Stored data

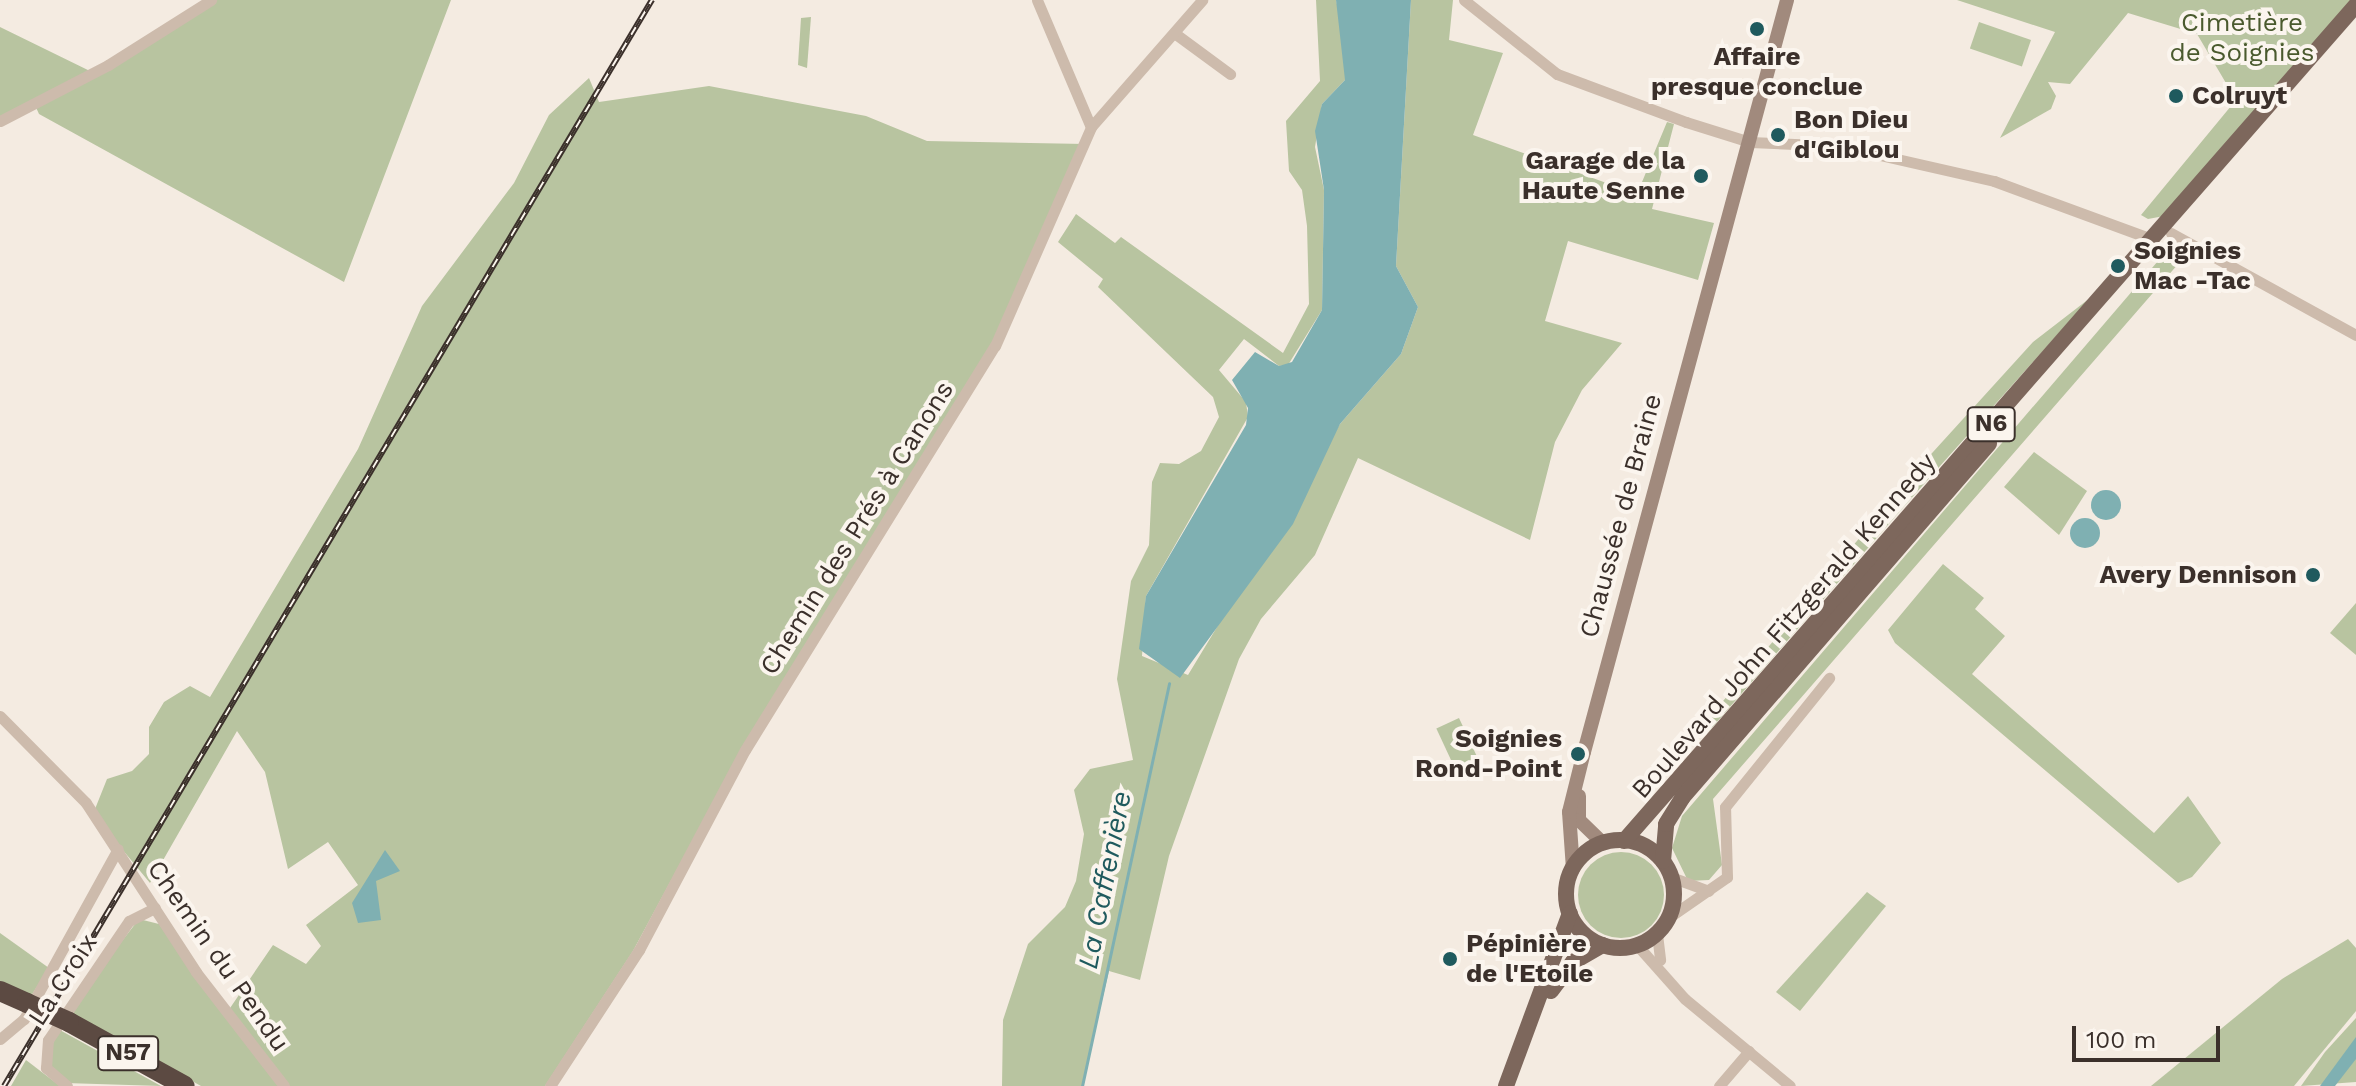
<!DOCTYPE html>
<html>
<head>
<meta charset="utf-8">
<style>
  body { margin:0 }
  #map { position:relative; width:2356px; height:1086px; overflow:hidden; background:#f4ebe1; font-family:"Work Sans",sans-serif }
  div>[style] { position:absolute }
  [style*='--x'] { left:calc(var(--x)*1px); top:calc(var(--y)*1px); width:calc(var(--w)*1px); rotate:calc(var(--a)*1deg) }
  .green>* { inset:0; background:#b8c4a0; transform-origin:0 0 }
  .round { border-radius:50% }
  .water>* { inset:0; background:#7fb0b2 }
  .stream>* { height:3px; margin:-1.5px; padding:0 1.5px; transform-origin:1.5px; border-radius:1.5px; background:#7fb0b2 }
  .street>* { height:11px; margin:-5.5px; padding:0 5.5px; transform-origin:5.5px; border-radius:5.5px; background:#cdbbac }
  .secondary>* { height:14px; margin:-7px; padding:0 7px; transform-origin:7px; border-radius:7px; background:#a18a7d }
  .primary>* { height:16px; margin:-8px; padding:0 8px; transform-origin:8px; border-radius:8px; background:#7d675c }
  .primary>.ring { margin:-8px; padding:0; box-sizing:content-box; background:none; border:16px solid #7d675c; border-radius:50% }
  .highway>* { height:20px; margin:-10px; padding:0 10px; transform-origin:10px; border-radius:10px; background:#5c4a42 }
  .rail>* { height:6px; margin-top:-3px; transform-origin:0; background:repeating-linear-gradient(90deg,#fbf5ee 0 9px,#3b302b 0 18px); box-sizing:border-box; border-block:2px solid #3b302b }
  .highway-bridge>* { height:20px; margin:-10px; padding:0 10px; transform-origin:10px; border-radius:10px; background:#5c4a42 }
  .dots>* { width:22px; height:22px; translate:-50% -50%; box-sizing:border-box; border:4px solid #fbf5ee; border-radius:50% }
  span { translate:-50% -50%; white-space:nowrap; text-align:center; line-height:1.15; -webkit-text-stroke:8px #fbf5ee; paint-order:stroke }
  .shield-label span { padding:2px 6px; background:#fbf5ee; border:2px solid; border-radius:6px; -webkit-text-stroke-width:0 }
  .shield-label { font-size:24px; color:#3b302b; font-weight:700 }
  .park-label { font-size:26px; color:#4a5a2e }
  .poi-label { font-size:26px; color:#3b302b; font-weight:700 }
  .left { translate:0 -50%; text-align:left }
  .right { translate:-100% -50%; text-align:right }
  .street-label { font-size:26px; color:#3b302b }
  .water-label { font-size:28px; color:#1f5a5e; font-style:italic }
  .scale { position:absolute; left:2072px; top:1026px; width:148px; height:36px; box-sizing:border-box; border:4px solid #3b302b; border-top:0; padding-left:10px; font-size:24px; line-height:28px; white-space:nowrap; color:#3b302b; -webkit-text-stroke:6px #fbf5ee; paint-order:stroke }
</style>
</head>
<body>
<div id="map">
  <div class="green">
    <i style="clip-path:polygon(211px 0,451px 0,344px 282px,39px 114px,34px 103px,0 121px,0 27px,94px 73px)"></i>
    <i style="clip-path:polygon(1316px 0,1336px 0,1347px 49px,1345px 80px,1322px 104px,1315px 147px,1324px 190px,1322px 310px,1288px 365px,1279px 366px,1244px 339px,1219px 370px,1246px 402px,1248px 417px,1146px 596px,1142px 656px,1188px 675px,1340px 424px,1401px 354px,1418px 307px,1396px 266px,1411px 0,1453px 0,1449px 40px,1503px 53px,1473px 135px,1637px 194px,1667px 122px,1674px 124px,1652px 209px,1714px 223px,1698px 280px,1568px 241px,1545px 321px,1622px 343px,1582px 390px,1555px 442px,1530px 540px,1358px 458px,1315px 555px,1261px 619px,1239px 659px,1169px 856px,1140px 980px,1109px 971px,1082px 1086px,1002px 1086px,1003px 1020px,1028px 944px,1065px 907px,1076px 881px,1084px 834px,1074px 790px,1090px 769px,1133px 760px,1117px 679px,1131px 581px,1149px 545px,1152px 482px,1160px 463px,1179px 464px,1201px 451px,1219px 417px,1213px 397px,1098px 287px,1103px 279px,1058px 242px,1076px 214px,1115px 243px,1121px 237px,1283px 353px,1309px 304px,1307px 226px,1302px 190px,1289px 171px,1286px 121px,1320px 81px)"></i>
    <i style="clip-path:polygon(1957px 0,2351px 0,2164px 216px,2148px 219px,2141px 215px,2236px 100px,2197px 34px,2128px 13px,2070px 84px,2048px 82px,2056px 96px,2051px 109px,2000px 138px,2055px 32px)"></i>
    <i style="clip-path:polygon(811px 17px,807px 68px,798px 65px,801px 18px)"></i>
    <i style="left:1979px;top:22px;width:55px;height:28px;rotate:19deg"></i>
    <i style="clip-path:polygon(589px 78px,599px 102px,709px 86px,866px 116px,927px 141px,1086px 144px,992px 344px,743px 747px,633px 951px,545px 1086px,287px 1086px,228px 1011px,273px 945px,306px 964px,321px 946px,306px 925px,358px 885px,328px 842px,288px 869px,265px 772px,237px 731px,150px 883px,93px 814px,107px 779px,132px 771px,149px 754px,149px 727px,164px 702px,190px 686px,210px 697px,358px 449px,422px 306px,514px 183px,549px 115px)"></i>
    <i style="clip-path:polygon(2164px 254px,2179px 263px,1713px 799px,1722px 865px,1709px 880px,1688px 881px,1672px 848px,1682px 816px)"></i>
    <i style="clip-path:polygon(2090px 298px,1907px 503px,1709px 731px,1703px 725px,1913px 474px,2033px 342px)"></i>
    <i style="clip-path:polygon(2034px 452px,2087px 491px,2059px 535px,2004px 487px)"></i>
    <i style="clip-path:polygon(1943px 564px,1984px 598px,1975px 609px,2005px 636px,1972px 674px,2154px 833px,2188px 796px,2221px 843px,2192px 877px,2178px 883px,1895px 643px,1888px 630px)"></i>
    <i style="clip-path:polygon(2356px 603px,2356px 655px,2330px 633px)"></i>
    <i style="left:1459px;top:718px;width:53px;height:25px;rotate:65deg"></i>
    <i class="round" style="left:1578px;top:852px;width:86px;height:86px"></i>
    <i style="clip-path:polygon(1867px 892px,1886px 906px,1800px 1011px,1776px 992px)"></i>
    <i style="clip-path:polygon(139px 919px,159px 924px,279px 1086px,201px 1086px,67px 1012px)"></i>
    <i style="clip-path:polygon(0 933px,49px 968px,31px 996px,0 984px)"></i>
    <i style="clip-path:polygon(2348px 939px,2356px 948px,2356px 1011px,2294px 1086px,2151px 1086px,2282px 979px)"></i>
    <i style="clip-path:polygon(2356px 1018px,2356px 1082px,2301px 1086px,2325px 1052px)"></i>
    <i style="clip-path:polygon(58px 1029px,161px 1086px,65px 1083px,47px 1061px)"></i>
    <i style="clip-path:polygon(26px 1060px,60px 1086px,11px 1086px)"></i>
  </div>
  <div class="water">
    <i style="clip-path:polygon(1336px 0,1411px 0,1396px 266px,1418px 307px,1401px 354px,1340px 424px,1293px 524px,1180px 678px,1139px 649px,1146px 596px,1246px 425px,1248px 408px,1232px 380px,1255px 352px,1279px 366px,1292px 362px,1322px 310px,1324px 190px,1315px 131px,1322px 104px,1345px 80px)"></i>
    <i class="round" style="left:2091px;top:490px;width:30px;height:30px"></i>
    <i class="round" style="left:2070px;top:518px;width:30px;height:30px"></i>
    <i style="clip-path:polygon(385px 850px,400px 871px,376px 881px,381px 920px,358px 923px,352px 903px)"></i>
    <i style="clip-path:polygon(2356px 1037px,2356px 1059px,2335px 1086px,2320px 1086px)"></i>
  </div>
  <div class="stream">
    <i style="--x:1082;--y:1086;--w:412;--a:-77.8"></i>
  </div>
  <div class="street">
    <i style="--x:1037;--y:0;--w:138;--a:67"></i>
    <i style="--x:1464;--y:0;--w:119;--a:38.5"></i>
    <i style="--x:1557;--y:74;--w:138;--a:20.4"></i>
    <i style="--x:1686;--y:122;--w:67;--a:17.4"></i>
    <i style="--x:1750;--y:142;--w:90;--a:2.5"></i>
    <i style="--x:1840;--y:146;--w:158;--a:12.8"></i>
    <i style="--x:1994;--y:181;--w:168;--a:20.2"></i>
    <i style="--x:1177;--y:35;--w:66;--a:36.3"></i>
    <i style="--x:0;--y:121;--w:122;--a:-27.4"></i>
    <i style="--x:108;--y:65;--w:122;--a:-32.3"></i>
    <i style="--x:2171;--y:233;--w:211;--a:28.9"></i>
    <i style="--x:0;--y:716;--w:122;--a:45.3"></i>
    <i style="--x:86;--y:803;--w:202;--a:56.9"></i>
    <i style="--x:196;--y:972;--w:144;--a:52.3"></i>
    <i style="--x:1671;--y:877;--w:40;--a:20.2"></i>
    <i style="--x:1668;--y:918;--w:72;--a:-34.8"></i>
    <i style="--x:1727;--y:877;--w:70;--a:-91.6"></i>
    <i style="--x:1725;--y:807;--w:166;--a:-51.1"></i>
    <i style="--x:1657;--y:934;--w:26;--a:83"></i>
    <i style="--x:1637;--y:945;--w:72;--a:48.4"></i>
    <i style="--x:1685;--y:999;--w:136;--a:39.6"></i>
    <i style="--x:0;--y:1039;--w:31;--a:-40"></i>
    <i style="--x:24;--y:1019;--w:194;--a:-61.1"></i>
    <i style="--x:67;--y:1086;--w:28;--a:-139"></i>
    <i style="--x:46;--y:1068;--w:28;--a:-86"></i>
    <i style="--x:48;--y:1040;--w:144;--a:-55.8"></i>
    <i style="--x:129;--y:921;--w:29;--a:-27"></i>
    <i style="--x:550;--y:1086;--w:163;--a:-56.8"></i>
    <i style="--x:639;--y:950;--w:226;--a:-62.1"></i>
    <i style="--x:745;--y:750;--w:475;--a:-58.3"></i>
    <i style="--x:995;--y:346;--w:239;--a:-66.3"></i>
    <i style="--x:1091;--y:127;--w:169;--a:-48.8"></i>
    <i style="--x:1719;--y:1086;--w:46;--a:-49.4"></i>
  </div>
  <div class="secondary">
    <i style="--x:1579;--y:796;--w:24;--a:90"></i>
    <i style="--x:1579;--y:820;--w:33;--a:44"></i>
    <i style="--x:1573;--y:869;--w:57;--a:-94"></i>
    <i style="--x:1569;--y:812;--w:62;--a:-76"></i>
    <i style="--x:1584;--y:752;--w:779;--a:-74.89"></i>
  </div>
  <div class="primary">
    <i class="ring" style="left:1566px;top:840px;width:92px;height:92px"></i>
    <i style="--x:1624;--y:841;--w:1111;--a:-48.79"></i>
    <i style="--x:1663;--y:861;--w:37;--a:-85"></i>
    <i style="--x:1666;--y:824;--w:31;--a:-58"></i>
    <i style="--x:1682;--y:798;--w:469;--a:-49.1"></i>
    <i style="--x:1551;--y:991;--w:36;--a:-53"></i>
    <i style="--x:1573;--y:962;--w:34;--a:-30"></i>
    <i style="--x:1506;--y:1086;--w:184;--a:-69.7"></i>
  </div>
  <div class="highway">
    <i style="--x:0;--y:991;--w:30;--a:24"></i>
    <i style="--x:69;--y:1022;--w:132;--a:28.9"></i>
  </div>
  <div class="rail">
    <i style="--x:4;--y:1086;--w:1265;--a:-59.18"></i>
  </div>
  <div class="highway-bridge">
    <i style="--x:27;--y:1003;--w:46;--a:24.3"></i>
  </div>
  <div class="dots">
    <i style="left:1757px;top:29px;background:#1f5a5e"></i>
    <i style="left:2176px;top:96px;background:#1f5a5e"></i>
    <i style="left:1778px;top:135px;background:#1f5a5e"></i>
    <i style="left:1701px;top:176px;background:#1f5a5e"></i>
    <i style="left:2118px;top:266px;background:#1f5a5e"></i>
    <i style="left:2313px;top:575px;background:#1f5a5e"></i>
    <i style="left:1578px;top:754px;background:#1f5a5e"></i>
    <i style="left:1450px;top:959px;background:#1f5a5e"></i>
  </div>
  <div class="shield-label">
    <span style="left:1991px;top:424px">N6</span>
    <span style="left:128px;top:1053px">N57</span>
  </div>
  <div class="park-label">
    <span style="left:2242px;top:38px">Cimetière<br>de Soignies</span>
  </div>
  <div class="poi-label">
    <span style="left:1757px;top:72px">Affaire<br>presque conclue</span>
    <span class="left" style="left:2192px;top:96px">Colruyt</span>
    <span class="left" style="left:1794px;top:135px">Bon Dieu<br>d'Giblou</span>
    <span class="right" style="left:1685px;top:176px">Garage de la<br>Haute Senne</span>
    <span class="left" style="left:2134px;top:266px">Soignies<br>Mac -Tac</span>
    <span class="right" style="left:2297px;top:575px">Avery Dennison</span>
    <span class="right" style="left:1562px;top:754px">Soignies<br>Rond-Point</span>
    <span class="left" style="left:1466px;top:959px">Pépinière<br>de l'Etoile</span>
  </div>
  <div class="street-label">
    <span style="left:1621px;top:516px;rotate:-75deg">Chaussée de Braine</span>
    <span style="left:857px;top:528px;rotate:-58deg">Chemin des Prés à Canons</span>
    <span style="left:1784px;top:626px;rotate:-49deg">Boulevard John Fitzgerald Kennedy</span>
    <span style="left:218px;top:956px;rotate:55deg">Chemin du Pendu</span>
    <span style="left:63px;top:980px;rotate:-57deg">La Croix</span>
  </div>
  <div class="water-label">
    <span style="left:1105px;top:880px;rotate:-79deg">La Caffenière</span>
  </div>
  <div class="scale">100 m</div>
</div>
</body>
</html>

# Task to carry out:
Repeat exactly the lines above from the one with "1029px,161px 1086px,65px 1083px,47px" up to and including the one with "0,1411px 0,1396px 266px,1418px". No other line belongs in the reply.

# Expected answer:
    <i style="clip-path:polygon(58px 1029px,161px 1086px,65px 1083px,47px 1061px)"></i>
    <i style="clip-path:polygon(26px 1060px,60px 1086px,11px 1086px)"></i>
  </div>
  <div class="water">
    <i style="clip-path:polygon(1336px 0,1411px 0,1396px 266px,1418px 307px,1401px 354px,1340px 424px,1293px 524px,1180px 678px,1139px 649px,1146px 596px,1246px 425px,1248px 408px,1232px 380px,1255px 352px,1279px 366px,1292px 362px,1322px 310px,1324px 190px,1315px 131px,1322px 104px,1345px 80px)"></i>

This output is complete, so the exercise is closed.